■ **Task details**
Copy each line of the entries that contains the word "lists".

■ **Material for this task**
'''

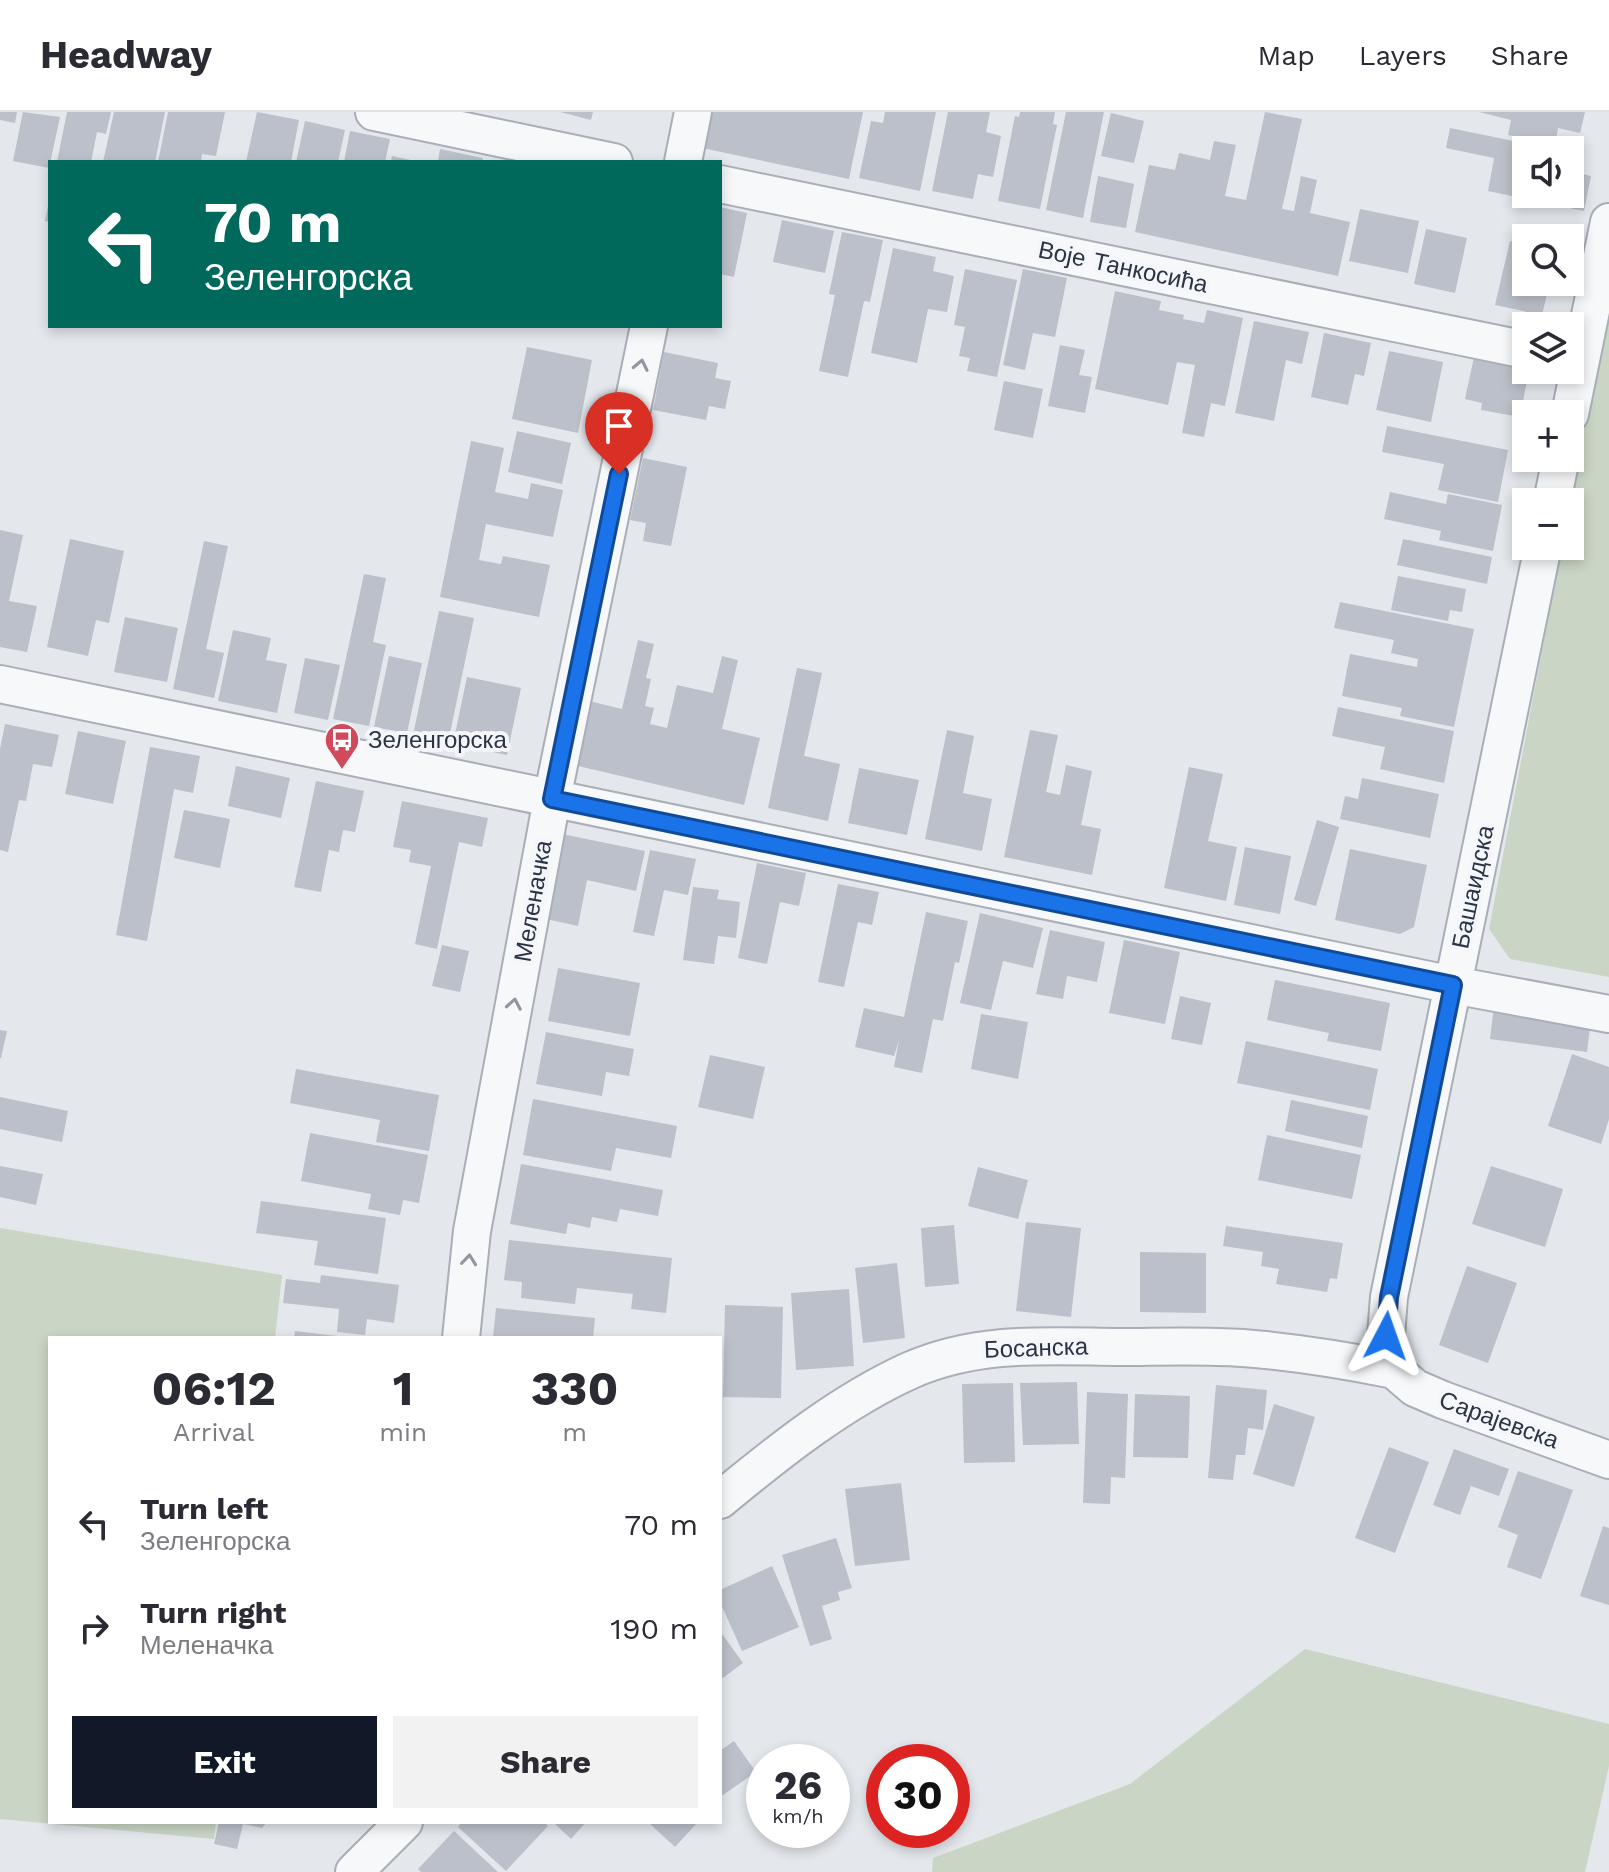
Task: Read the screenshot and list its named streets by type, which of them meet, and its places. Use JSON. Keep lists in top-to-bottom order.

'''
'''

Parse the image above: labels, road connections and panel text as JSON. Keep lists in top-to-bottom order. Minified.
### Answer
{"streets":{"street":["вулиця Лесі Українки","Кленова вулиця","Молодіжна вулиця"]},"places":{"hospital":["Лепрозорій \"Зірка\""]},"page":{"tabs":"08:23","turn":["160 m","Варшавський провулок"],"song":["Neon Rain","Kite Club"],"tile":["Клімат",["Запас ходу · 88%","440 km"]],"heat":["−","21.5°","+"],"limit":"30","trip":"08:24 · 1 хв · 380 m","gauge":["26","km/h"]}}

'''

■ **Result of this task**
Task: Read the screenshot and list its named streets by type, which of them meet, and its places. Use JSON. Keep lists in top-to-bottom order.
Parse the image above: labels, road connections and panel text as JSON. Keep lists in top-to-bottom order. Minified.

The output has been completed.